- _DESCRIPTION OF THE TASK_
Look through the data below and report how many lines include "paint". Only the number should be given.

- _GIVEN RECORDS_
################

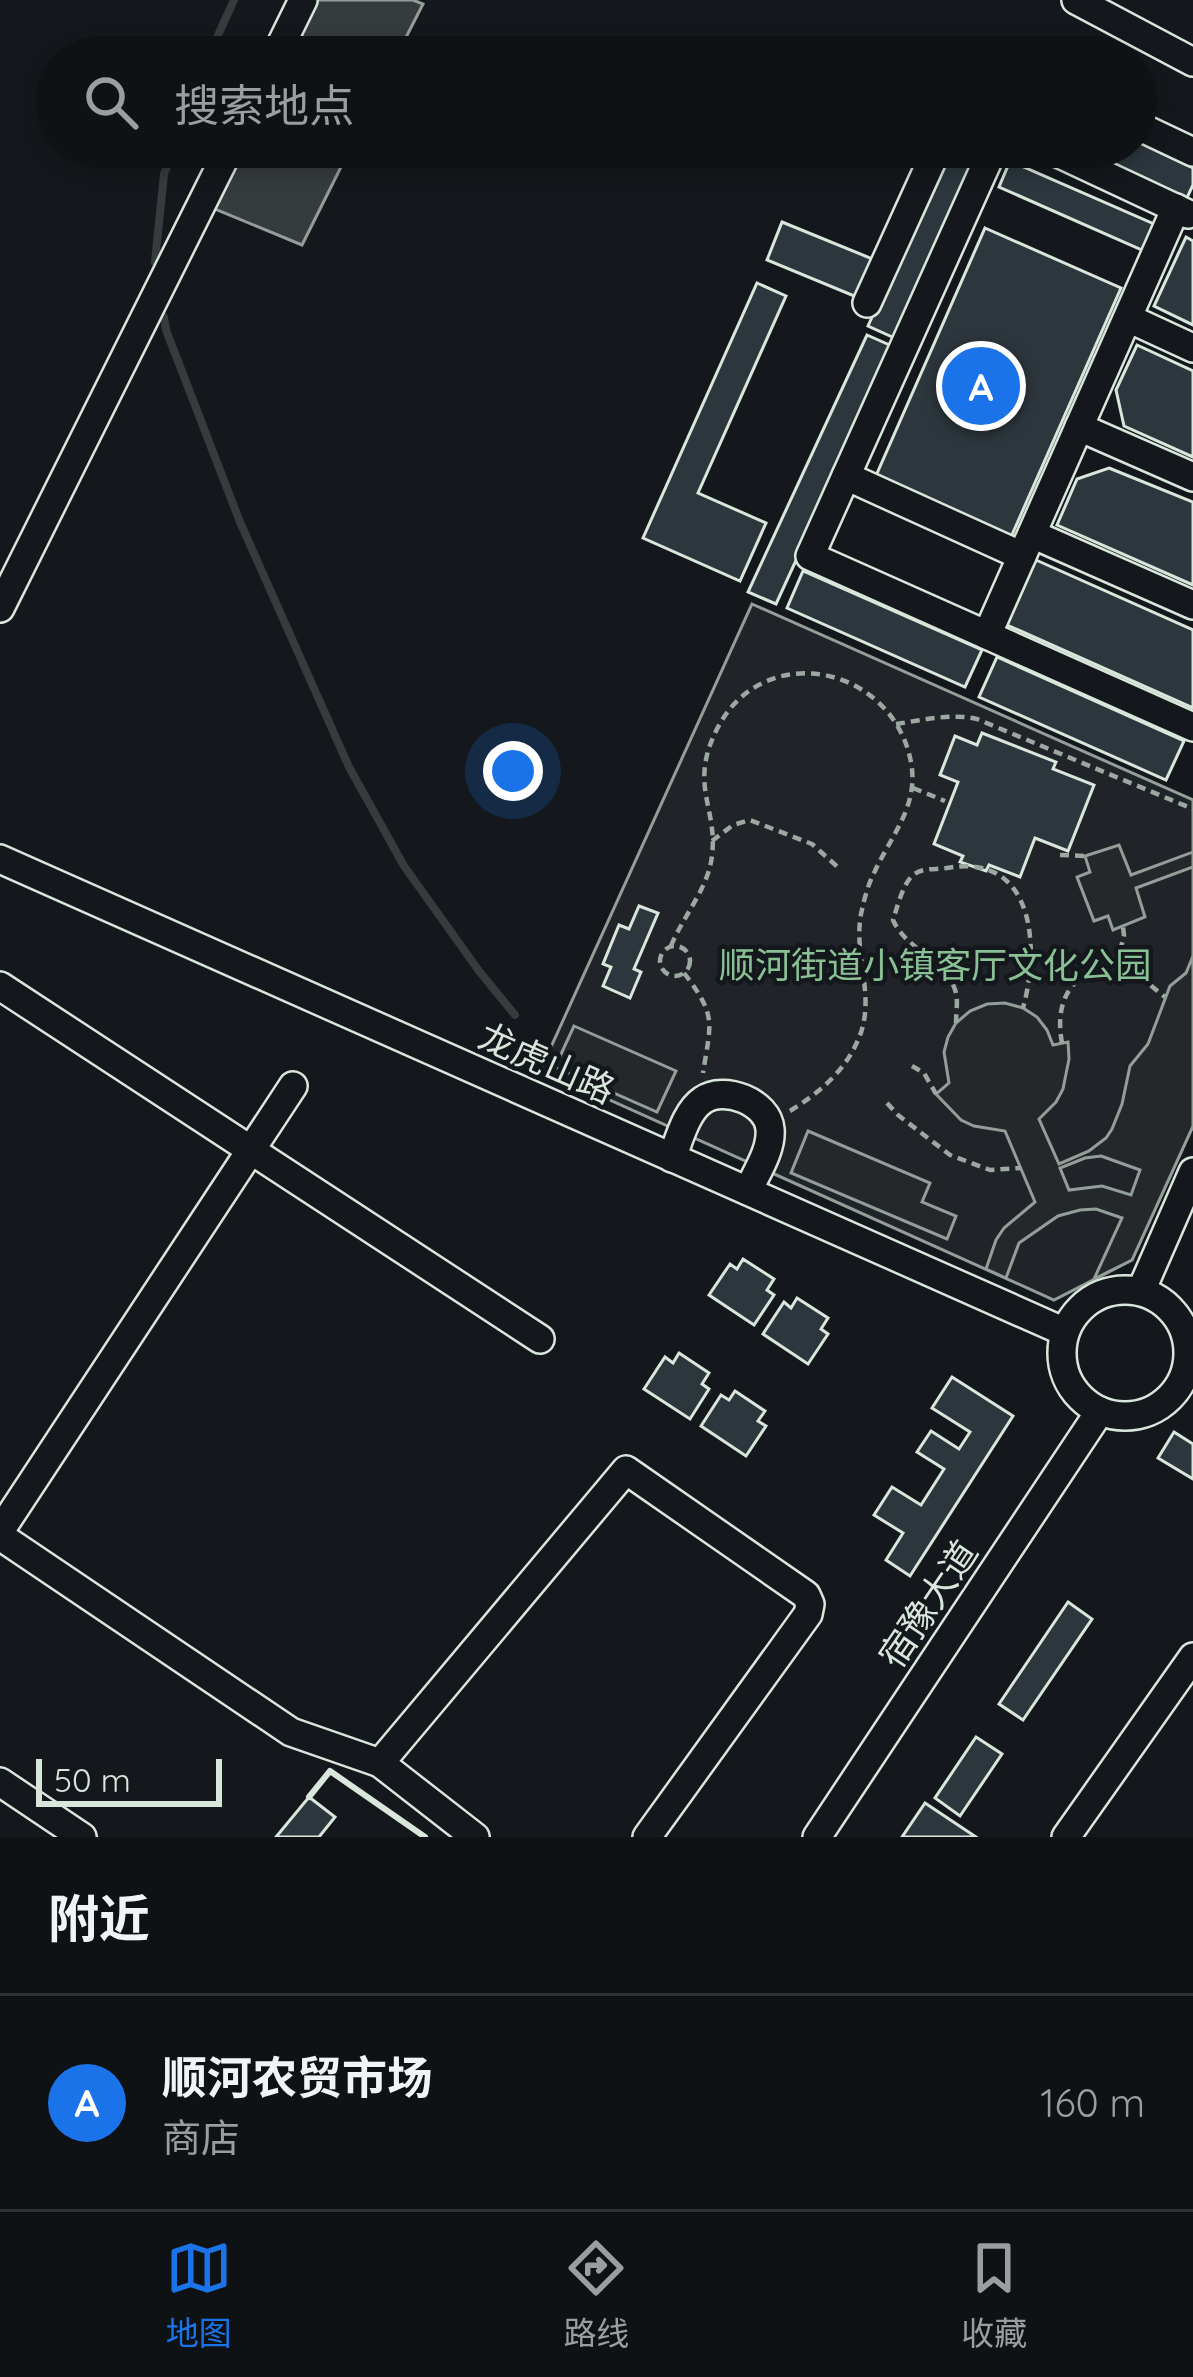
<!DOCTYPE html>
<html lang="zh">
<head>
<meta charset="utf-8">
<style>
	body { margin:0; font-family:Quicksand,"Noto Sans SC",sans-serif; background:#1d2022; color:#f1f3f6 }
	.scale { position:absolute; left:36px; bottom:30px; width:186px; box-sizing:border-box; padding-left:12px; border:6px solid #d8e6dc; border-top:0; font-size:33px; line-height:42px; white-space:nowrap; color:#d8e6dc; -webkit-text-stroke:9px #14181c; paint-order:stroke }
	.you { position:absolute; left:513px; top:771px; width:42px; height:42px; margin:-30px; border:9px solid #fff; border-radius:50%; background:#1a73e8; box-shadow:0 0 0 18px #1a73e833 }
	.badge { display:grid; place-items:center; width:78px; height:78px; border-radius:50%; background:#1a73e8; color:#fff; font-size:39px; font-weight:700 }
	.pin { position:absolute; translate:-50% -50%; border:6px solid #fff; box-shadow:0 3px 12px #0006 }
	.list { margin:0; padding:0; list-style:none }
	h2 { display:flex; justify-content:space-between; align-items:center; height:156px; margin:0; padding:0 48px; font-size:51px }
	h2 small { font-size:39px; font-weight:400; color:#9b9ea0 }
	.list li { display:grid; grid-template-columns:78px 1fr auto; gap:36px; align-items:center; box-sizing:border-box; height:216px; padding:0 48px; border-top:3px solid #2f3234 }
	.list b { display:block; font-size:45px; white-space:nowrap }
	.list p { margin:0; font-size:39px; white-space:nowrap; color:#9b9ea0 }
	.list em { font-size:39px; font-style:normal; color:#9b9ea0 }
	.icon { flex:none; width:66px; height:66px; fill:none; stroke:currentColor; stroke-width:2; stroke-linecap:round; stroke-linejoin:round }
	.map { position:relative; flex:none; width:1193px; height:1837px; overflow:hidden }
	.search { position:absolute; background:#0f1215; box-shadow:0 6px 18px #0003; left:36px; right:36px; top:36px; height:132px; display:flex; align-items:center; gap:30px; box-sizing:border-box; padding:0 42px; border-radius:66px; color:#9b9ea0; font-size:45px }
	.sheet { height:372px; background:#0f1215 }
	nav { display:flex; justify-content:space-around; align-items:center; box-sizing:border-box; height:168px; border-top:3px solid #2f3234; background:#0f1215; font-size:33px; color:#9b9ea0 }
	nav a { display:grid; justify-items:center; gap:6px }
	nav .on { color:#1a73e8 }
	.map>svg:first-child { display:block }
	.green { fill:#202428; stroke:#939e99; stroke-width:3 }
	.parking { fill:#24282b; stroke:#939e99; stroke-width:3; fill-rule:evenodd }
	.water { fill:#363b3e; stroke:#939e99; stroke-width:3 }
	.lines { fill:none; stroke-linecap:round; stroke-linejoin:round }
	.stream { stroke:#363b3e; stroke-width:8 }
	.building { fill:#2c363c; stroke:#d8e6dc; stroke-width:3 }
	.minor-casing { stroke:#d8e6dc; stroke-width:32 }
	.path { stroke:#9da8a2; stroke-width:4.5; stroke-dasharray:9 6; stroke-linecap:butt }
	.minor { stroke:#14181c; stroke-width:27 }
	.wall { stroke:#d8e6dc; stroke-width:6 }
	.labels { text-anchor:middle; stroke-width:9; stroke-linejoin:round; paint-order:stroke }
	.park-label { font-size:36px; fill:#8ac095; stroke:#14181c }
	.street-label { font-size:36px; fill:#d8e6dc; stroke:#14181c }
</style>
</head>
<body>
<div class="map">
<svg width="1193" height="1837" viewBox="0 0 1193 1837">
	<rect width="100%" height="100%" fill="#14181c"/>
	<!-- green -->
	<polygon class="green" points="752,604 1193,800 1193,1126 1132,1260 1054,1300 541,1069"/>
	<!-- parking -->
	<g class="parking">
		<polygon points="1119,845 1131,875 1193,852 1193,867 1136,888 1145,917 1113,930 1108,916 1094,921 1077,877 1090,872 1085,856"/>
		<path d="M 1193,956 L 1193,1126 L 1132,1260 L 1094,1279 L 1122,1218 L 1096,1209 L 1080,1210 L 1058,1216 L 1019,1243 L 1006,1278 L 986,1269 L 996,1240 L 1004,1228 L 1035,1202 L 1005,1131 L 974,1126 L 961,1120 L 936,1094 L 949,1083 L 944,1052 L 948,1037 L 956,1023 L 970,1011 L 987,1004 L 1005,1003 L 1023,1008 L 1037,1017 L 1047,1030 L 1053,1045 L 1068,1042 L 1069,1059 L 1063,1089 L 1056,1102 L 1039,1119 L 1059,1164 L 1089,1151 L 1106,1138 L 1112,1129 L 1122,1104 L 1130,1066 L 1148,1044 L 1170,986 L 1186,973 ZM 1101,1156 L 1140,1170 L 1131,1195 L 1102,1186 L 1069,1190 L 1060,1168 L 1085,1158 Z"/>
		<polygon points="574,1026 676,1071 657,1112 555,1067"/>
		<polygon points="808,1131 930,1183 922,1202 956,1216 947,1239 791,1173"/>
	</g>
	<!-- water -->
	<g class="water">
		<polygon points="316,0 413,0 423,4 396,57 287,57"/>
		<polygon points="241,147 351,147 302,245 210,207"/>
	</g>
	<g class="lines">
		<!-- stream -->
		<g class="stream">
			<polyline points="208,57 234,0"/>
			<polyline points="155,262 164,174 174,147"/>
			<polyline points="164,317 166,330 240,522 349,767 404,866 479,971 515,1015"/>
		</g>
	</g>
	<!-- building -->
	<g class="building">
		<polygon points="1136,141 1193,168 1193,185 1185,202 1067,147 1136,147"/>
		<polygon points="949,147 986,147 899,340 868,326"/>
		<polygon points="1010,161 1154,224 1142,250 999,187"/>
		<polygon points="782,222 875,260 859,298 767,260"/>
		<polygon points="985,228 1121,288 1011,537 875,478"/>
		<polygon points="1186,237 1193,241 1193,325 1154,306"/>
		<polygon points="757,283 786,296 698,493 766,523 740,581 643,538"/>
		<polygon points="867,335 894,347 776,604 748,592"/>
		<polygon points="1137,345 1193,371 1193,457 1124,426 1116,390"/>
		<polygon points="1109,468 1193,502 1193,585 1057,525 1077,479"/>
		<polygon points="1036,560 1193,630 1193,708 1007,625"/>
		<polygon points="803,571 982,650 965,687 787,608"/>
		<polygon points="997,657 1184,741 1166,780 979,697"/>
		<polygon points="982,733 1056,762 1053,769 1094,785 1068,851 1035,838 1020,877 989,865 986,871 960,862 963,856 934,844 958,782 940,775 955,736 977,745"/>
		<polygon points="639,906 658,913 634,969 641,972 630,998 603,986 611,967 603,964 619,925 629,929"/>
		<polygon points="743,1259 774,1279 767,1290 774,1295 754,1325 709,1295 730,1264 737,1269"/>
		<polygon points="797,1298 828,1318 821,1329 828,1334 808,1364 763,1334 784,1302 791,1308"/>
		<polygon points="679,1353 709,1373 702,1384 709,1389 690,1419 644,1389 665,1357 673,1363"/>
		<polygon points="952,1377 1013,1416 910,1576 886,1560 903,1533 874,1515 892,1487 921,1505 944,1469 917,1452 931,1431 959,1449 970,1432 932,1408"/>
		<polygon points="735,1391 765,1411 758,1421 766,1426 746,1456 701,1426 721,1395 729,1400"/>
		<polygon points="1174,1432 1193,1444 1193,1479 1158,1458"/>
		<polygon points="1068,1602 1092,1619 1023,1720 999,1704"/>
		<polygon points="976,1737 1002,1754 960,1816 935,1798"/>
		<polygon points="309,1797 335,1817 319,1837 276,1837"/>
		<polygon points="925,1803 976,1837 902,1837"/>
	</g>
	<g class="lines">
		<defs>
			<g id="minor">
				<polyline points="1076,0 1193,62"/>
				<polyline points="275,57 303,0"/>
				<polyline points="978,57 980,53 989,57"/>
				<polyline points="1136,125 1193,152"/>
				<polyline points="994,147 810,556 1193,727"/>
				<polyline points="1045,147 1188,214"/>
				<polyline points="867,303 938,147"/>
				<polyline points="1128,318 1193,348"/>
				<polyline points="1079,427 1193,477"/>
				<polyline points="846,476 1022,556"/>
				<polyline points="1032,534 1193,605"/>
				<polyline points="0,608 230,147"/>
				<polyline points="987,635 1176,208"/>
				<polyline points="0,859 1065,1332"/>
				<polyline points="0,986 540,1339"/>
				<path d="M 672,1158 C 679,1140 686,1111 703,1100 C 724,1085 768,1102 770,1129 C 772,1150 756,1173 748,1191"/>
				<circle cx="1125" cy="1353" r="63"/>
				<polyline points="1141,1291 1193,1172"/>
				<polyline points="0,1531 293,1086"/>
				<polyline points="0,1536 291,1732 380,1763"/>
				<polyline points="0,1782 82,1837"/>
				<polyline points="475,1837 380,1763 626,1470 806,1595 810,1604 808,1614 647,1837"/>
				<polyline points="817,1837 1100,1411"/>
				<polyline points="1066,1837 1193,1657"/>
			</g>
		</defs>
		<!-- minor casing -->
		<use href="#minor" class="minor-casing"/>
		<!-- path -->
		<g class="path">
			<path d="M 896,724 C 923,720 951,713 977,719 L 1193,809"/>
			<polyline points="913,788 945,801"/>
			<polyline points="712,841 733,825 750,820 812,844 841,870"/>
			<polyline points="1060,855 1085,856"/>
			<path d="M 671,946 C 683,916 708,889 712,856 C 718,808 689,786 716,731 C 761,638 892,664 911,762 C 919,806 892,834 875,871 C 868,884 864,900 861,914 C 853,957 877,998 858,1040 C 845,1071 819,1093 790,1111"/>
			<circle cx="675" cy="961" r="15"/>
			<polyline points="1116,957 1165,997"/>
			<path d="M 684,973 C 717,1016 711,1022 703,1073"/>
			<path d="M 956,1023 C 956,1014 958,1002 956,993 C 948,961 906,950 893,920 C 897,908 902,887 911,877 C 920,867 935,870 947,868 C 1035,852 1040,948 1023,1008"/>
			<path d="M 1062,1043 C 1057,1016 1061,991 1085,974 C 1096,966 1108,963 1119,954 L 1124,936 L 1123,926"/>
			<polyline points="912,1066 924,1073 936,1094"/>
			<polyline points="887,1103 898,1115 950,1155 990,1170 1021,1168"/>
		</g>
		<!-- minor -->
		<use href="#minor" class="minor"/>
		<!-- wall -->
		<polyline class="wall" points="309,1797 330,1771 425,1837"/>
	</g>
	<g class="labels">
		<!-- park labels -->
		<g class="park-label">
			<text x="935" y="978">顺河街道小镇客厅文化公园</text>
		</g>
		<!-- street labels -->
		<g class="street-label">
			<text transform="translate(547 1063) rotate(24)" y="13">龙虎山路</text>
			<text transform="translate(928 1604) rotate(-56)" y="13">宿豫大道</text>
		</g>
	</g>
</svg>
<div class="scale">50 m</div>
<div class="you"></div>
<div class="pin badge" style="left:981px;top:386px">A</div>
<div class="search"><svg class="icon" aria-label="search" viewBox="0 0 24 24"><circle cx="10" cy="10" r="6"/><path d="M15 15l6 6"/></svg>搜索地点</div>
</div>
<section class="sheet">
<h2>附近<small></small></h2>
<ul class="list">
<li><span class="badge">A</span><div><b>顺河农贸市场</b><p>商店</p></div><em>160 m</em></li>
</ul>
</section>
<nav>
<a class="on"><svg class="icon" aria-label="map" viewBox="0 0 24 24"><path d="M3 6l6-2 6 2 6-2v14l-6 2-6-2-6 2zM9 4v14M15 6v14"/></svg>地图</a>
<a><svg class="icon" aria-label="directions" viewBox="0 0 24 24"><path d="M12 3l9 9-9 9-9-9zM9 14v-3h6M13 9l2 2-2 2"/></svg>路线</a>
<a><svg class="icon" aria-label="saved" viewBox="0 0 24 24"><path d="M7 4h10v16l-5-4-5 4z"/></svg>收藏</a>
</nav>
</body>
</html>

################

- _SOLUTION BELOW_
2